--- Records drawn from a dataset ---
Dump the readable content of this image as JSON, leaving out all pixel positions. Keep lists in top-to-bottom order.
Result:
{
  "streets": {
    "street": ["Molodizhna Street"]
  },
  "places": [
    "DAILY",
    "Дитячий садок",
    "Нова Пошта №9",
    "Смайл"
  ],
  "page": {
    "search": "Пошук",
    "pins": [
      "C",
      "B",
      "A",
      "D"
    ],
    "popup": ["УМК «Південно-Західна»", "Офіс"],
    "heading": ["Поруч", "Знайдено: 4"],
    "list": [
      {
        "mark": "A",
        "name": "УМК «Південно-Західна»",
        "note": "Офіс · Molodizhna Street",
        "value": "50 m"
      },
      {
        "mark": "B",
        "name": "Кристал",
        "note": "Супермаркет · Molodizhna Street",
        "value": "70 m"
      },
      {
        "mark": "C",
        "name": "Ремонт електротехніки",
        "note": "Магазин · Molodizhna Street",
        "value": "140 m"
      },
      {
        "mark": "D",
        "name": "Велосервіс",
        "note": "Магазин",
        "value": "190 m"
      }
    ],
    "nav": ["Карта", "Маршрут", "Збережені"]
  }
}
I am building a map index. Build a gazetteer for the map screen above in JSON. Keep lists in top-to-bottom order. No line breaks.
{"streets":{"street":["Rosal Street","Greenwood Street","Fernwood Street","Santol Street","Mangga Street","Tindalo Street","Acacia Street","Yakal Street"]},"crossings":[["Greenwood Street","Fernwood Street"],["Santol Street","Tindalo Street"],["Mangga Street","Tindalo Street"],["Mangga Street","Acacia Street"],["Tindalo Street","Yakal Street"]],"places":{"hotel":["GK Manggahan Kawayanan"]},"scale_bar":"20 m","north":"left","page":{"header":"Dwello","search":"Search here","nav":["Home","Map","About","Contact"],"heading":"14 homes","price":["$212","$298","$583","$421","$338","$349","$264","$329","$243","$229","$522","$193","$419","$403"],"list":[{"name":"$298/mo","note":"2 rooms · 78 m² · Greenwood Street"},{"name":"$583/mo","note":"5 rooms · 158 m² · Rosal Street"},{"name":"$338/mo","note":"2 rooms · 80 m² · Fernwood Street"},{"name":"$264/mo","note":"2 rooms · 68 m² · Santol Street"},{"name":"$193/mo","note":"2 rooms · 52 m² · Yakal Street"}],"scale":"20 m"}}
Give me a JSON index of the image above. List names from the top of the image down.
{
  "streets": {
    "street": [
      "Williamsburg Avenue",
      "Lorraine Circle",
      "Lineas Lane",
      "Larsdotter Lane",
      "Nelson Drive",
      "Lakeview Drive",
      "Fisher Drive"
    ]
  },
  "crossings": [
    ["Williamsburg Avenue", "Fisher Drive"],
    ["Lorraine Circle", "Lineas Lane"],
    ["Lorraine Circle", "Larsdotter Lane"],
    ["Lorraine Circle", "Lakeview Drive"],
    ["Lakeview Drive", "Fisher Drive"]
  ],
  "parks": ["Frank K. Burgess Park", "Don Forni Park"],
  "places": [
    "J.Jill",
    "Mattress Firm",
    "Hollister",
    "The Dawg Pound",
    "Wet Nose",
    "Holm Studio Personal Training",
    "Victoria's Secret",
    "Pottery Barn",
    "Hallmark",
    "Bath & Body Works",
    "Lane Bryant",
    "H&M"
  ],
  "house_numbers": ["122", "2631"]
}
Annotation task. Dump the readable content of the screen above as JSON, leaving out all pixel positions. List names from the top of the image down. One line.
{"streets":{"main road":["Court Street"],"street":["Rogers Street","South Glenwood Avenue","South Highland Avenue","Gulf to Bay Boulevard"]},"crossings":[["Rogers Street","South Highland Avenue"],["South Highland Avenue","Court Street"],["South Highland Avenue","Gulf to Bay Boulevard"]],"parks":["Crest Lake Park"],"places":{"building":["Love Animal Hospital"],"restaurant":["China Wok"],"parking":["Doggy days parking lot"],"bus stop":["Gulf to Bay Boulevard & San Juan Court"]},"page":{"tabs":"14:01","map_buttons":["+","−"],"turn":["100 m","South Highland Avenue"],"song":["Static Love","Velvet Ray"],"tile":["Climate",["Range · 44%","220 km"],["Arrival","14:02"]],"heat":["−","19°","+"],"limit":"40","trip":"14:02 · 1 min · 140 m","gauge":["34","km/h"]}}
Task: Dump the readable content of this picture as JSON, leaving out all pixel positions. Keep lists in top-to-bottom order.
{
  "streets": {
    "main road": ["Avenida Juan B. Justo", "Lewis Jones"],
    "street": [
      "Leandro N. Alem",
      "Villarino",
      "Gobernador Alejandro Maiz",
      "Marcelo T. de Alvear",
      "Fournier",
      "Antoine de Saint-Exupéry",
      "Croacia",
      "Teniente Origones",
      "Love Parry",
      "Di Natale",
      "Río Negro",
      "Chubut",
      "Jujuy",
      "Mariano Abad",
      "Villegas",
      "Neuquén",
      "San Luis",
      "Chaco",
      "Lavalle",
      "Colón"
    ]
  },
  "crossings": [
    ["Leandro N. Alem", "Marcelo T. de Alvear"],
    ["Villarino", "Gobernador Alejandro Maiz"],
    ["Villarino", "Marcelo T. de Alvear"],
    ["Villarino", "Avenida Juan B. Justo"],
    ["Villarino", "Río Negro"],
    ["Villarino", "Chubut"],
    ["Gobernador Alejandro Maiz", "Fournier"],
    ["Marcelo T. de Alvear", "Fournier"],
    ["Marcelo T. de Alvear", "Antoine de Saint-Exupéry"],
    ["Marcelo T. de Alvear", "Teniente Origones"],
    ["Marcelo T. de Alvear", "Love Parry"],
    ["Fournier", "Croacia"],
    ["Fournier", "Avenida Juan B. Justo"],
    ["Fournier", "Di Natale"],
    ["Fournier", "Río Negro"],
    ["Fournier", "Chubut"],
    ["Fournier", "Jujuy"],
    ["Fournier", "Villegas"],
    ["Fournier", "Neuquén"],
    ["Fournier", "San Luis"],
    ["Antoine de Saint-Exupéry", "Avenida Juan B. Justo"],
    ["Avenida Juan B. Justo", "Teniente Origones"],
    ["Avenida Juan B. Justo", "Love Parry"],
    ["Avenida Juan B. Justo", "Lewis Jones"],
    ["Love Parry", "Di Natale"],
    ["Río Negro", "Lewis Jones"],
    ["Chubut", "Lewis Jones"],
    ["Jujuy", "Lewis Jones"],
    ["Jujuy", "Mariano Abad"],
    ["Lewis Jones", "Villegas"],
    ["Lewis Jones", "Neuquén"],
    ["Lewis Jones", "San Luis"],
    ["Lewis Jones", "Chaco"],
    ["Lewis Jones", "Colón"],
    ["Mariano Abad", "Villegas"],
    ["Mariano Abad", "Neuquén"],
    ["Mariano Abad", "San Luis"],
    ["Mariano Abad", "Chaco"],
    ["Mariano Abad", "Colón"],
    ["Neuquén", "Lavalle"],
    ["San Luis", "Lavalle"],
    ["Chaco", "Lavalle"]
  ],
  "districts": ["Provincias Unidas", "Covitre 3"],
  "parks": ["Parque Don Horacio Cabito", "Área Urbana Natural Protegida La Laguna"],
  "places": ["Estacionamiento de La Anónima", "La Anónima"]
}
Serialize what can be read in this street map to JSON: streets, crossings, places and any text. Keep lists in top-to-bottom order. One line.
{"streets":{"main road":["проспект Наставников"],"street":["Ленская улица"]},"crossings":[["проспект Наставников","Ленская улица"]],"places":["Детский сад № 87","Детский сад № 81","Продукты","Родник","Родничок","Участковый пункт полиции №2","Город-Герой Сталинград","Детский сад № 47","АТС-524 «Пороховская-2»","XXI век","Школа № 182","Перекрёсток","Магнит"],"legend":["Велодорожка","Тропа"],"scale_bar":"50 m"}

--- WHAT IS EXPECTED ---
Nothing should be dropped. Retype each line above as it is.

--- SOLUTION ---
Dump the readable content of this image as JSON, leaving out all pixel positions. Keep lists in top-to-bottom order.
Result:
{
  "streets": {
    "street": ["Molodizhna Street"]
  },
  "places": [
    "DAILY",
    "Дитячий садок",
    "Нова Пошта №9",
    "Смайл"
  ],
  "page": {
    "search": "Пошук",
    "pins": [
      "C",
      "B",
      "A",
      "D"
    ],
    "popup": ["УМК «Південно-Західна»", "Офіс"],
    "heading": ["Поруч", "Знайдено: 4"],
    "list": [
      {
        "mark": "A",
        "name": "УМК «Південно-Західна»",
        "note": "Офіс · Molodizhna Street",
        "value": "50 m"
      },
      {
        "mark": "B",
        "name": "Кристал",
        "note": "Супермаркет · Molodizhna Street",
        "value": "70 m"
      },
      {
        "mark": "C",
        "name": "Ремонт електротехніки",
        "note": "Магазин · Molodizhna Street",
        "value": "140 m"
      },
      {
        "mark": "D",
        "name": "Велосервіс",
        "note": "Магазин",
        "value": "190 m"
      }
    ],
    "nav": ["Карта", "Маршрут", "Збережені"]
  }
}
I am building a map index. Build a gazetteer for the map screen above in JSON. Keep lists in top-to-bottom order. No line breaks.
{"streets":{"street":["Rosal Street","Greenwood Street","Fernwood Street","Santol Street","Mangga Street","Tindalo Street","Acacia Street","Yakal Street"]},"crossings":[["Greenwood Street","Fernwood Street"],["Santol Street","Tindalo Street"],["Mangga Street","Tindalo Street"],["Mangga Street","Acacia Street"],["Tindalo Street","Yakal Street"]],"places":{"hotel":["GK Manggahan Kawayanan"]},"scale_bar":"20 m","north":"left","page":{"header":"Dwello","search":"Search here","nav":["Home","Map","About","Contact"],"heading":"14 homes","price":["$212","$298","$583","$421","$338","$349","$264","$329","$243","$229","$522","$193","$419","$403"],"list":[{"name":"$298/mo","note":"2 rooms · 78 m² · Greenwood Street"},{"name":"$583/mo","note":"5 rooms · 158 m² · Rosal Street"},{"name":"$338/mo","note":"2 rooms · 80 m² · Fernwood Street"},{"name":"$264/mo","note":"2 rooms · 68 m² · Santol Street"},{"name":"$193/mo","note":"2 rooms · 52 m² · Yakal Street"}],"scale":"20 m"}}
Give me a JSON index of the image above. List names from the top of the image down.
{
  "streets": {
    "street": [
      "Williamsburg Avenue",
      "Lorraine Circle",
      "Lineas Lane",
      "Larsdotter Lane",
      "Nelson Drive",
      "Lakeview Drive",
      "Fisher Drive"
    ]
  },
  "crossings": [
    ["Williamsburg Avenue", "Fisher Drive"],
    ["Lorraine Circle", "Lineas Lane"],
    ["Lorraine Circle", "Larsdotter Lane"],
    ["Lorraine Circle", "Lakeview Drive"],
    ["Lakeview Drive", "Fisher Drive"]
  ],
  "parks": ["Frank K. Burgess Park", "Don Forni Park"],
  "places": [
    "J.Jill",
    "Mattress Firm",
    "Hollister",
    "The Dawg Pound",
    "Wet Nose",
    "Holm Studio Personal Training",
    "Victoria's Secret",
    "Pottery Barn",
    "Hallmark",
    "Bath & Body Works",
    "Lane Bryant",
    "H&M"
  ],
  "house_numbers": ["122", "2631"]
}
Annotation task. Dump the readable content of the screen above as JSON, leaving out all pixel positions. List names from the top of the image down. One line.
{"streets":{"main road":["Court Street"],"street":["Rogers Street","South Glenwood Avenue","South Highland Avenue","Gulf to Bay Boulevard"]},"crossings":[["Rogers Street","South Highland Avenue"],["South Highland Avenue","Court Street"],["South Highland Avenue","Gulf to Bay Boulevard"]],"parks":["Crest Lake Park"],"places":{"building":["Love Animal Hospital"],"restaurant":["China Wok"],"parking":["Doggy days parking lot"],"bus stop":["Gulf to Bay Boulevard & San Juan Court"]},"page":{"tabs":"14:01","map_buttons":["+","−"],"turn":["100 m","South Highland Avenue"],"song":["Static Love","Velvet Ray"],"tile":["Climate",["Range · 44%","220 km"],["Arrival","14:02"]],"heat":["−","19°","+"],"limit":"40","trip":"14:02 · 1 min · 140 m","gauge":["34","km/h"]}}
Task: Dump the readable content of this picture as JSON, leaving out all pixel positions. Keep lists in top-to-bottom order.
{
  "streets": {
    "main road": ["Avenida Juan B. Justo", "Lewis Jones"],
    "street": [
      "Leandro N. Alem",
      "Villarino",
      "Gobernador Alejandro Maiz",
      "Marcelo T. de Alvear",
      "Fournier",
      "Antoine de Saint-Exupéry",
      "Croacia",
      "Teniente Origones",
      "Love Parry",
      "Di Natale",
      "Río Negro",
      "Chubut",
      "Jujuy",
      "Mariano Abad",
      "Villegas",
      "Neuquén",
      "San Luis",
      "Chaco",
      "Lavalle",
      "Colón"
    ]
  },
  "crossings": [
    ["Leandro N. Alem", "Marcelo T. de Alvear"],
    ["Villarino", "Gobernador Alejandro Maiz"],
    ["Villarino", "Marcelo T. de Alvear"],
    ["Villarino", "Avenida Juan B. Justo"],
    ["Villarino", "Río Negro"],
    ["Villarino", "Chubut"],
    ["Gobernador Alejandro Maiz", "Fournier"],
    ["Marcelo T. de Alvear", "Fournier"],
    ["Marcelo T. de Alvear", "Antoine de Saint-Exupéry"],
    ["Marcelo T. de Alvear", "Teniente Origones"],
    ["Marcelo T. de Alvear", "Love Parry"],
    ["Fournier", "Croacia"],
    ["Fournier", "Avenida Juan B. Justo"],
    ["Fournier", "Di Natale"],
    ["Fournier", "Río Negro"],
    ["Fournier", "Chubut"],
    ["Fournier", "Jujuy"],
    ["Fournier", "Villegas"],
    ["Fournier", "Neuquén"],
    ["Fournier", "San Luis"],
    ["Antoine de Saint-Exupéry", "Avenida Juan B. Justo"],
    ["Avenida Juan B. Justo", "Teniente Origones"],
    ["Avenida Juan B. Justo", "Love Parry"],
    ["Avenida Juan B. Justo", "Lewis Jones"],
    ["Love Parry", "Di Natale"],
    ["Río Negro", "Lewis Jones"],
    ["Chubut", "Lewis Jones"],
    ["Jujuy", "Lewis Jones"],
    ["Jujuy", "Mariano Abad"],
    ["Lewis Jones", "Villegas"],
    ["Lewis Jones", "Neuquén"],
    ["Lewis Jones", "San Luis"],
    ["Lewis Jones", "Chaco"],
    ["Lewis Jones", "Colón"],
    ["Mariano Abad", "Villegas"],
    ["Mariano Abad", "Neuquén"],
    ["Mariano Abad", "San Luis"],
    ["Mariano Abad", "Chaco"],
    ["Mariano Abad", "Colón"],
    ["Neuquén", "Lavalle"],
    ["San Luis", "Lavalle"],
    ["Chaco", "Lavalle"]
  ],
  "districts": ["Provincias Unidas", "Covitre 3"],
  "parks": ["Parque Don Horacio Cabito", "Área Urbana Natural Protegida La Laguna"],
  "places": ["Estacionamiento de La Anónima", "La Anónima"]
}
Serialize what can be read in this street map to JSON: streets, crossings, places and any text. Keep lists in top-to-bottom order. One line.
{"streets":{"main road":["проспект Наставников"],"street":["Ленская улица"]},"crossings":[["проспект Наставников","Ленская улица"]],"places":["Детский сад № 87","Детский сад № 81","Продукты","Родник","Родничок","Участковый пункт полиции №2","Город-Герой Сталинград","Детский сад № 47","АТС-524 «Пороховская-2»","XXI век","Школа № 182","Перекрёсток","Магнит"],"legend":["Велодорожка","Тропа"],"scale_bar":"50 m"}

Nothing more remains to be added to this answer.